In spite of a rich and varied landscape of parallel language projects and many demonstrated successes in both performance and usability, a single “silver bullet” language has remained elusive. After all, parallelism provides only a constant factor performance increase. Moore’s Law, meanwhile, has doubled serial performance every two years without requiring new programming models or other changes to software. Most programmers have written applications in serial languages, leaving the high-end computing community relatively isolated in its attempts to exploit parallel machines.
As a result, most programmers have written applications in serial languages, leaving the high-end computing community relatively isolated in its attempts to exploit parallel machines. In particular, the defense and scientific communities have invested in developing parallel software because of application challenges that require hundreds or thousands of processors and are compelling enough to make parallelism worth the effort. With the advent of multicore processors, however, parallelism has become a more pressing problem for the entire computing community (“The Manycore Revolution: Will HPC Lead or Follow?SciDAC Review 14, Fall 2009, p40). Most computing fields increasingly expect machines with more features and higher performance, meaning the community of parallel programmers and programs will necessarily grow.
A new programming language needs more than technical innovations to gain widespread acceptance. The language must survive in a complex ecosystem that involves commonly available hardware, and existing software and programming tools. It must also garner a large enough set of algorithms and applications to draw a substantial user community. In fact, a language that is overly innovative may be too difficult to implement efficiently. It may also outstrip the readiness of the user community to take advantage of new concepts. Instead, new languages must fill a need created by changing hardware or applications. It is not enough to be more advanced. The new language must offer improved usability or performance relative to previous languages.
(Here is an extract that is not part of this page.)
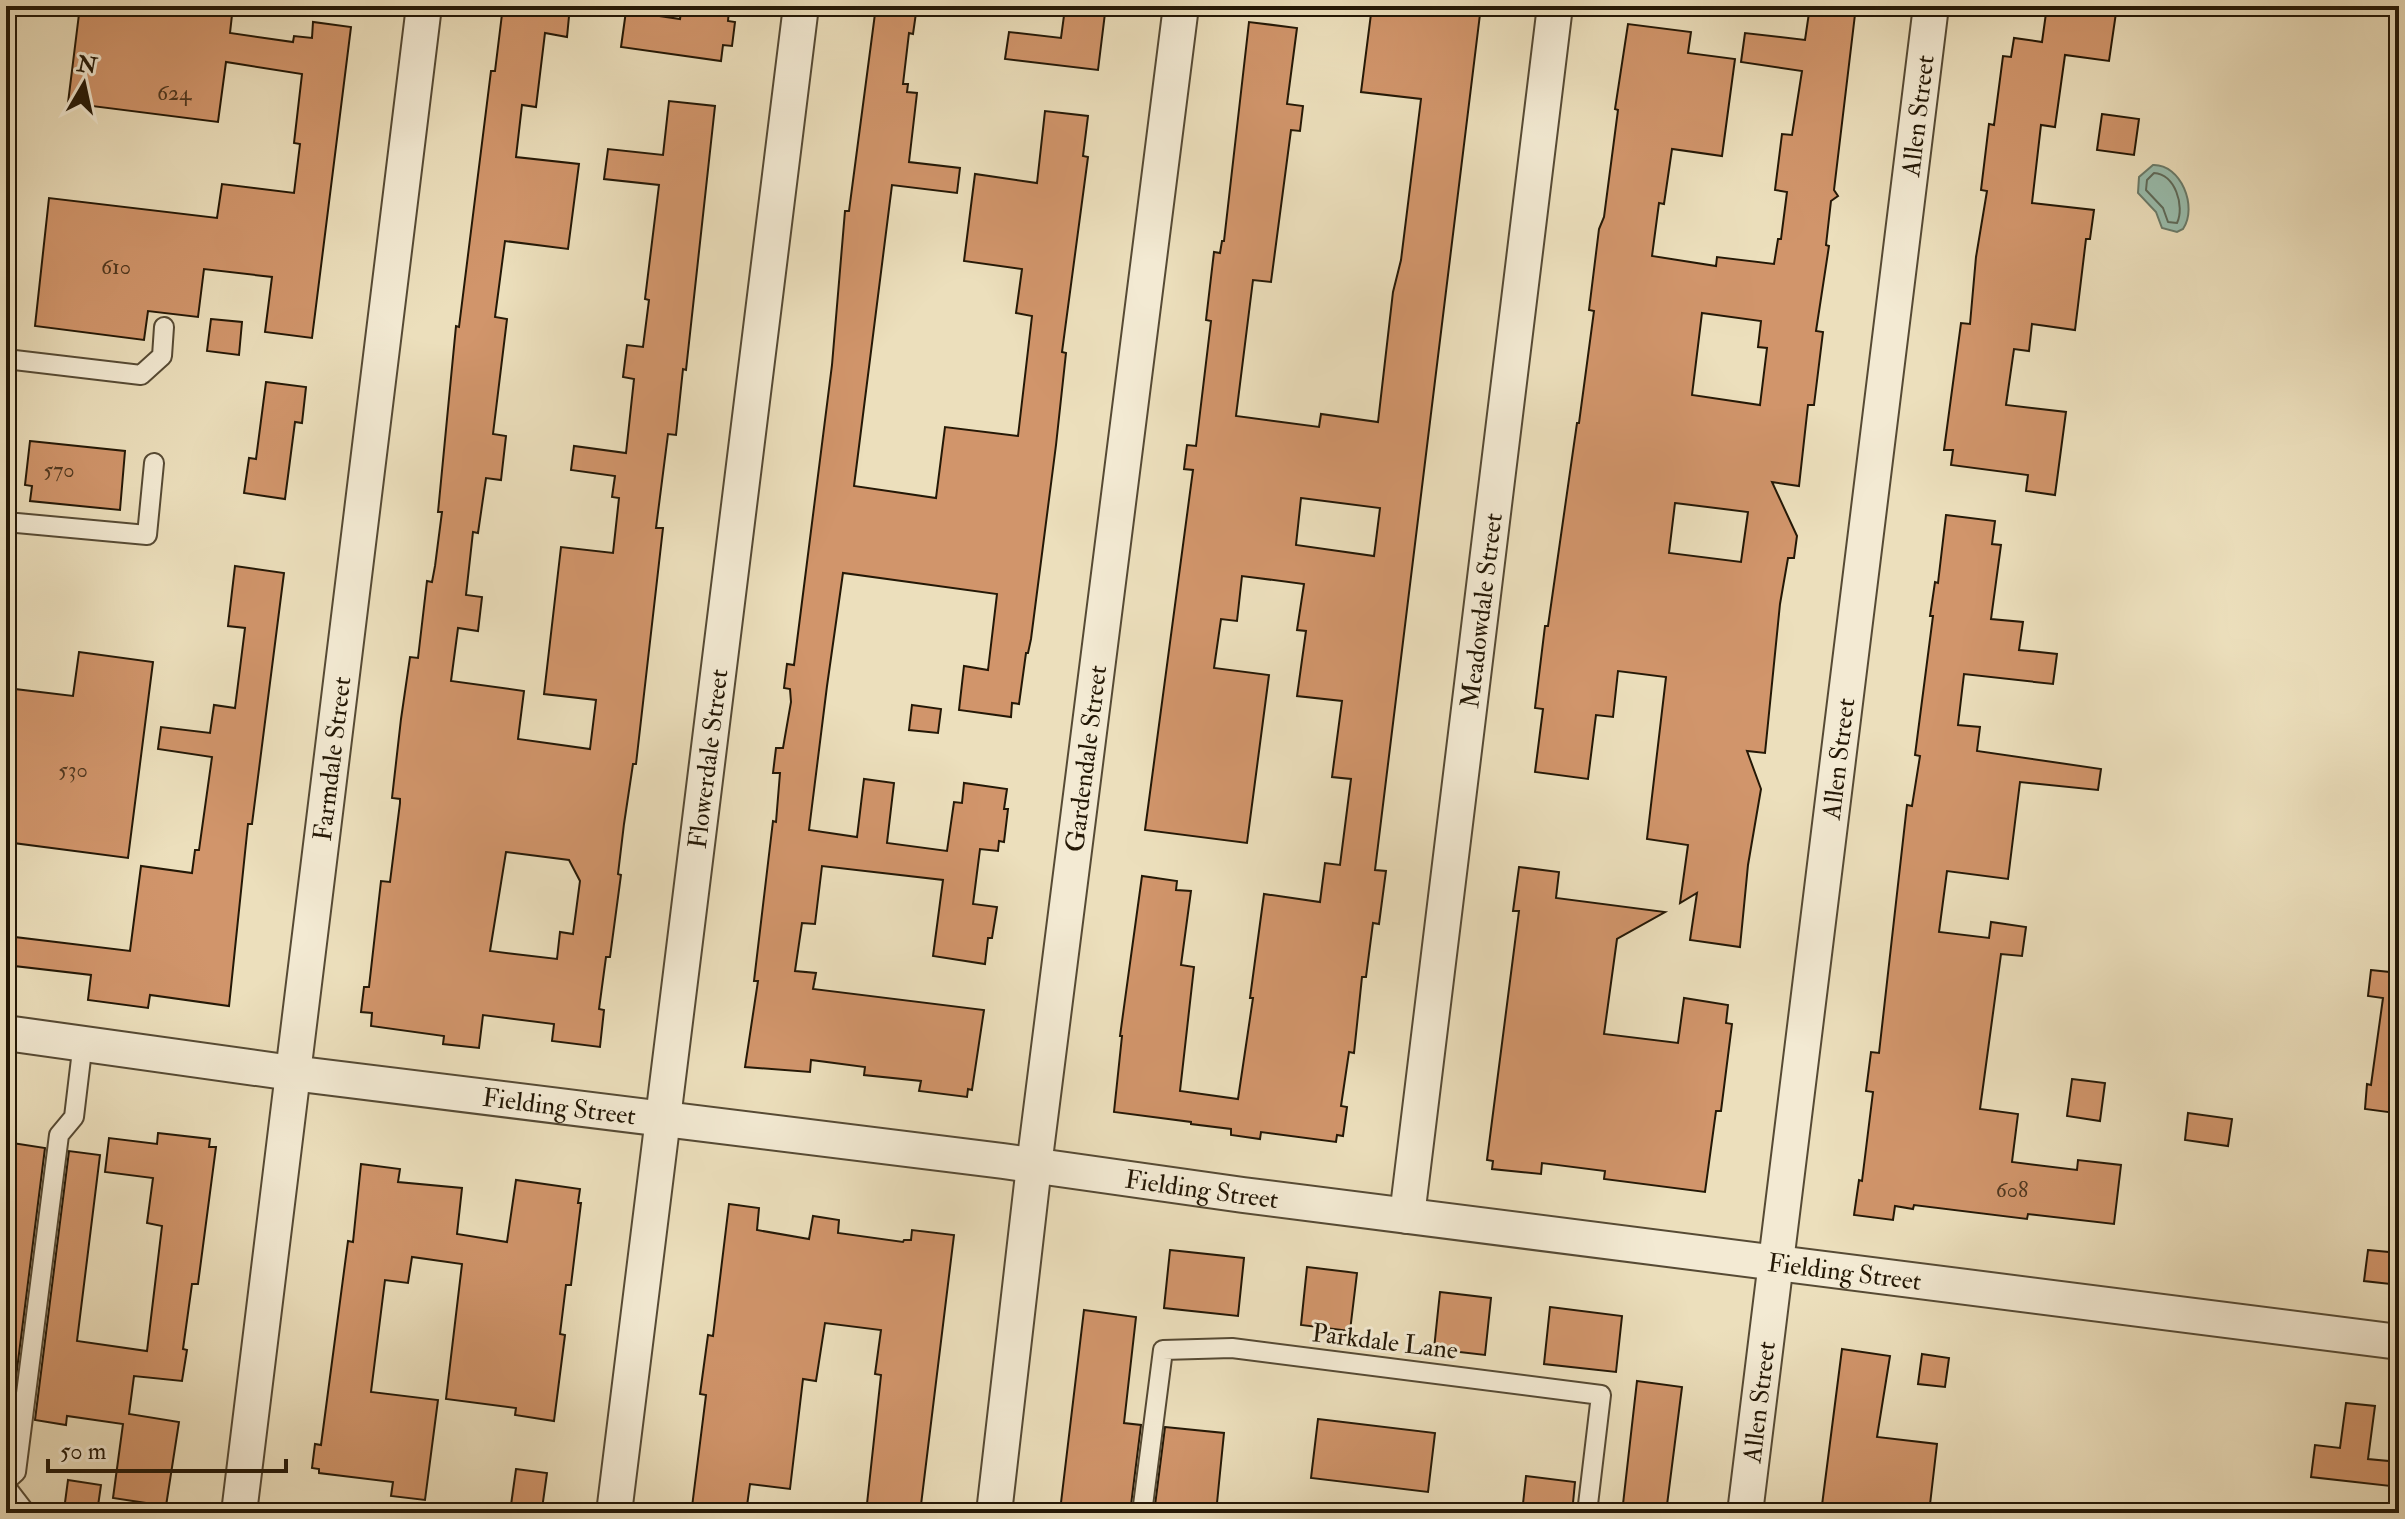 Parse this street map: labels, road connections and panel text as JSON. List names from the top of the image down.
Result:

During the transition from terascale to petascale, there was relatively little change in the ecosystem. Because the systems at both scales were built as networked clusters of commodity processors, the Message Passing Interface (MPI) with traditional serial languages (C, C++, FORTRAN) was the programming model of choice; variations of the Unix operating system were also popular. In contrast, the transition from gigascale to terascale required a major shift. Clusters soon replaced purpose-built vector supercomputers with their own operating system and compilers that supported automatic vectorization of serial code. Now, the first petascale machines have emerged, and already there are signs that the ecosystem is ready for another major change. As game and graphics processors become popular building blocks, multicore trends suggest that the memory per processor core will likely drop and support for remote memory access has become standard in interconnection networks. With these changes there is an increased interest in languages like Unified Parallel C (UPC).
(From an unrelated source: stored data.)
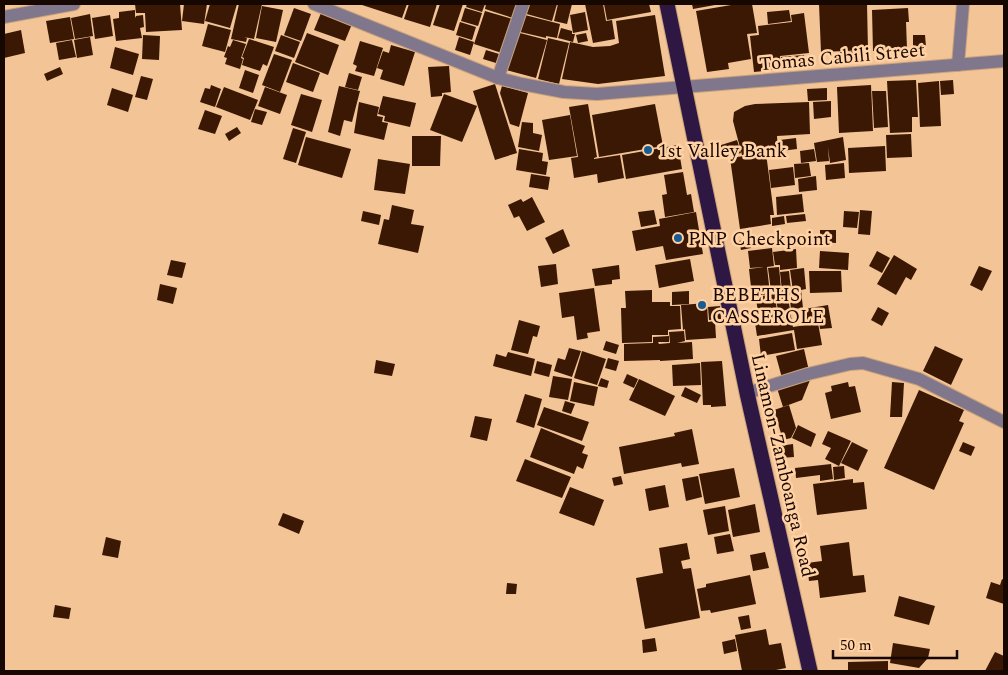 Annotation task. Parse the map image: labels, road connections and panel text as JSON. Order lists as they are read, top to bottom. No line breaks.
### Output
{"streets":{"highway":["Linamon-Zamboanga Road"],"street":["Tomas Cabili Street"]},"crossings":[["Tomas Cabili Street","Linamon-Zamboanga Road"]],"places":["1st Valley Bank","PNP Checkpoint","BEBETHS CASSEROLE"],"scale_bar":"50 m"} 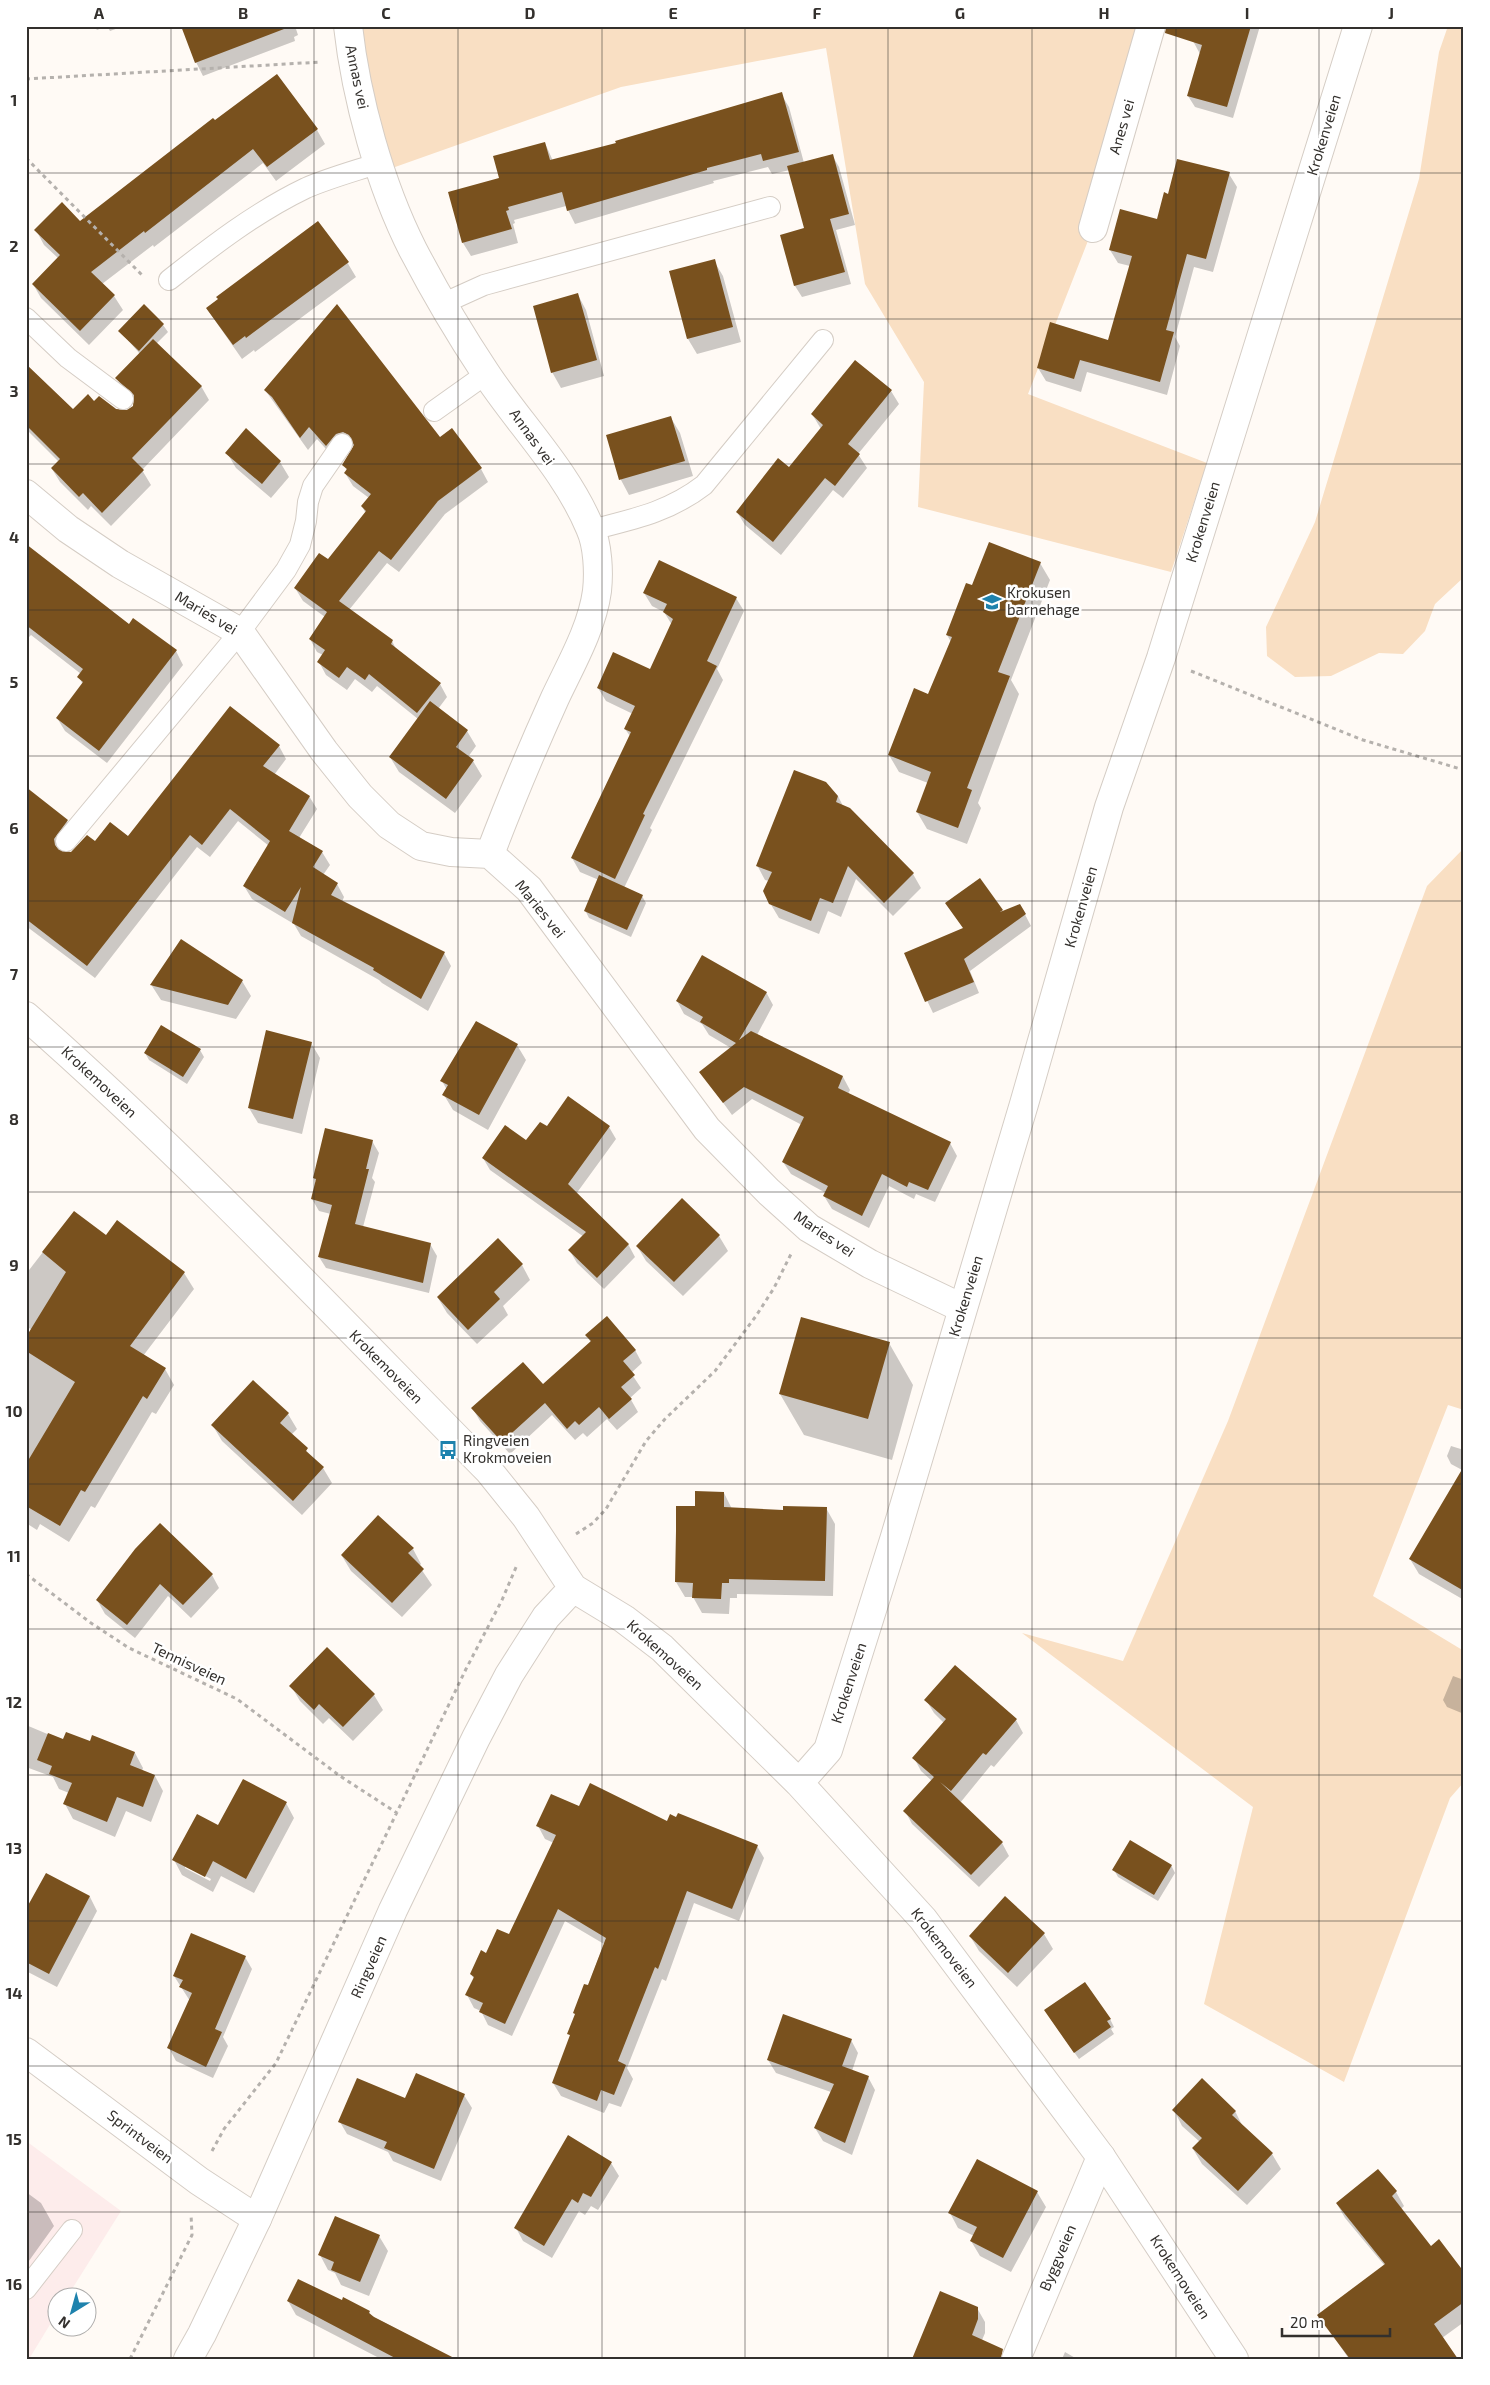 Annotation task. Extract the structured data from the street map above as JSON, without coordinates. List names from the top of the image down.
{
  "streets": {
    "street": [
      "Annas vei",
      "Anes vei",
      "Krokenveien",
      "Maries vei",
      "Krokemoveien",
      "Ringveien",
      "Sprintveien",
      "Byggveien"
    ],
    "path": ["Tennisveien"]
  },
  "crossings": [
    ["Annas vei", "Maries vei"],
    ["Krokenveien", "Maries vei"],
    ["Krokenveien", "Krokemoveien"],
    ["Krokemoveien", "Ringveien"],
    ["Krokemoveien", "Byggveien"],
    ["Ringveien", "Sprintveien"]
  ],
  "places": {
    "school or university": ["Krokusen barnehage"],
    "bus stop": ["Ringveien Krokmoveien"]
  },
  "scale_bar": "20 m",
  "north": "bottom left",
  "grid": {
    "columns": [
      "A",
      "B",
      "C",
      "D",
      "E",
      "F",
      "G",
      "H",
      "I",
      "J"
    ],
    "rows": [
      "1",
      "2",
      "3",
      "4",
      "5",
      "6",
      "7",
      "8",
      "9",
      "10",
      "11",
      "12",
      "13",
      "14",
      "15",
      "16"
    ]
  }
}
UPC has succeeded in breaking into the high-performance computing ecosystem, giving application programmers direct access to some hardware innovations and providing a uniform programming model for shared and distributed memory hardware. This uniform programming model should prove especially useful as the number of cores per processor continues to grow. UPC makes it easy to program certain kinds of algorithms with irregular memory access patterns over large datasets, an increasingly common problem in some data analytics problems in particular. It also offers performance (sidebar “UPC Wins Multiple Awards in HPC Challenge”) that is competitive with message passing. As a result of these and other factors, a UPC implementation is now commonly required in high-end system procurements. This requirement will further aid in improving the portability and performance of applications written in the language and offer incentive for others to take the risk of experimenting with a new language.
 
What is UPC?
UPC was derived from three previous languages developed in the early 1990s: Split-C, PCP, and AC. These three came from the University of California (UC)–Berkeley, Lawrence Livermore National Laboratory, and the Institute for Defense Analysis, respectively. Two members from each of the language efforts met to design a unified language, which became Unified Parallel C, or UPC.
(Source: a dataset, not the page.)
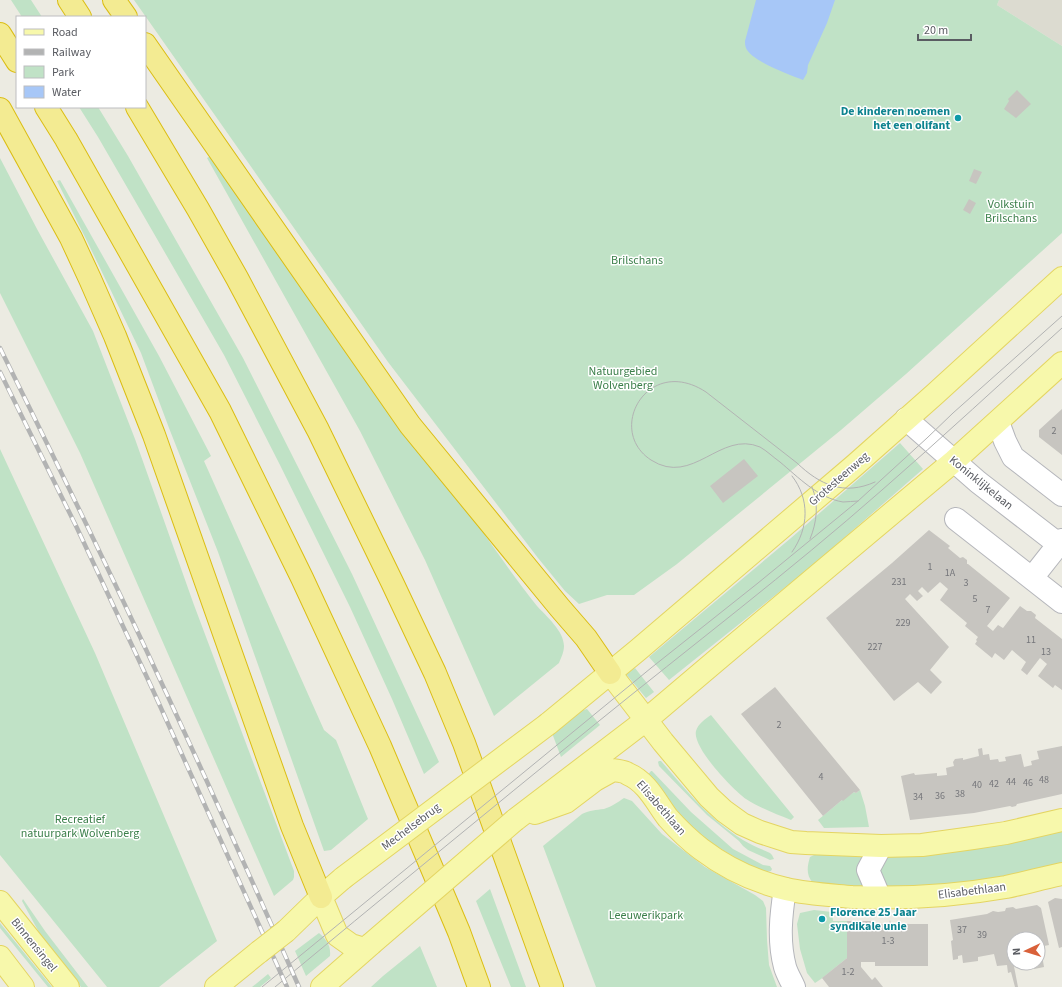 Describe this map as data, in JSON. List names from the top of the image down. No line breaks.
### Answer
{"streets":{"main road":["Grotesteenweg","Elisabethlaan","Mechelsebrug","Binnensingel"],"street":["Koninklijkelaan"]},"crossings":[["Grotesteenweg","Koninklijkelaan"],["Grotesteenweg","Mechelsebrug"]],"parks":["Volkstuin Brilschans","Brilschans","Natuurgebied Wolvenberg","Recreatief natuurpark Wolvenberg","Leeuwerikpark"],"places":["De kinderen noemen het een olifant","Florence 25 Jaar syndikale unie"],"house_numbers":["2","1","1A","231","3","5","7","229","11","227","13","2","4","48","44","46","42","40","38","36","34","37","39","1-3","1-2"],"legend":["Road","Railway","Park","Water"],"scale_bar":"20 m","north":"left"}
UPC is a proper superset of ISO C with a small set of language extensions, the most essential being the “shared” keyword for declaring shared variables. UPC is similar to programming with OpenMP or other shared memory languages, because any thread can directly read or write to any shared variable. But it differs from these shared memory models in that each thread has its own local, physical part of the shared memory space. This part is known to be nearby and therefore fast to access, whereas the shared memory associated with other processors, while directly accessible, will likely be slower. Hence, the variables live in an address space that is global (every thread can see them) but partitioned (some parts of memory are faster than others). Languages that provide this abstraction of memory are therefore called partitioned global address space (PGAS) languages (for details on how PGAS works in UPC, see the sidebar “UPC’s Memory Model”).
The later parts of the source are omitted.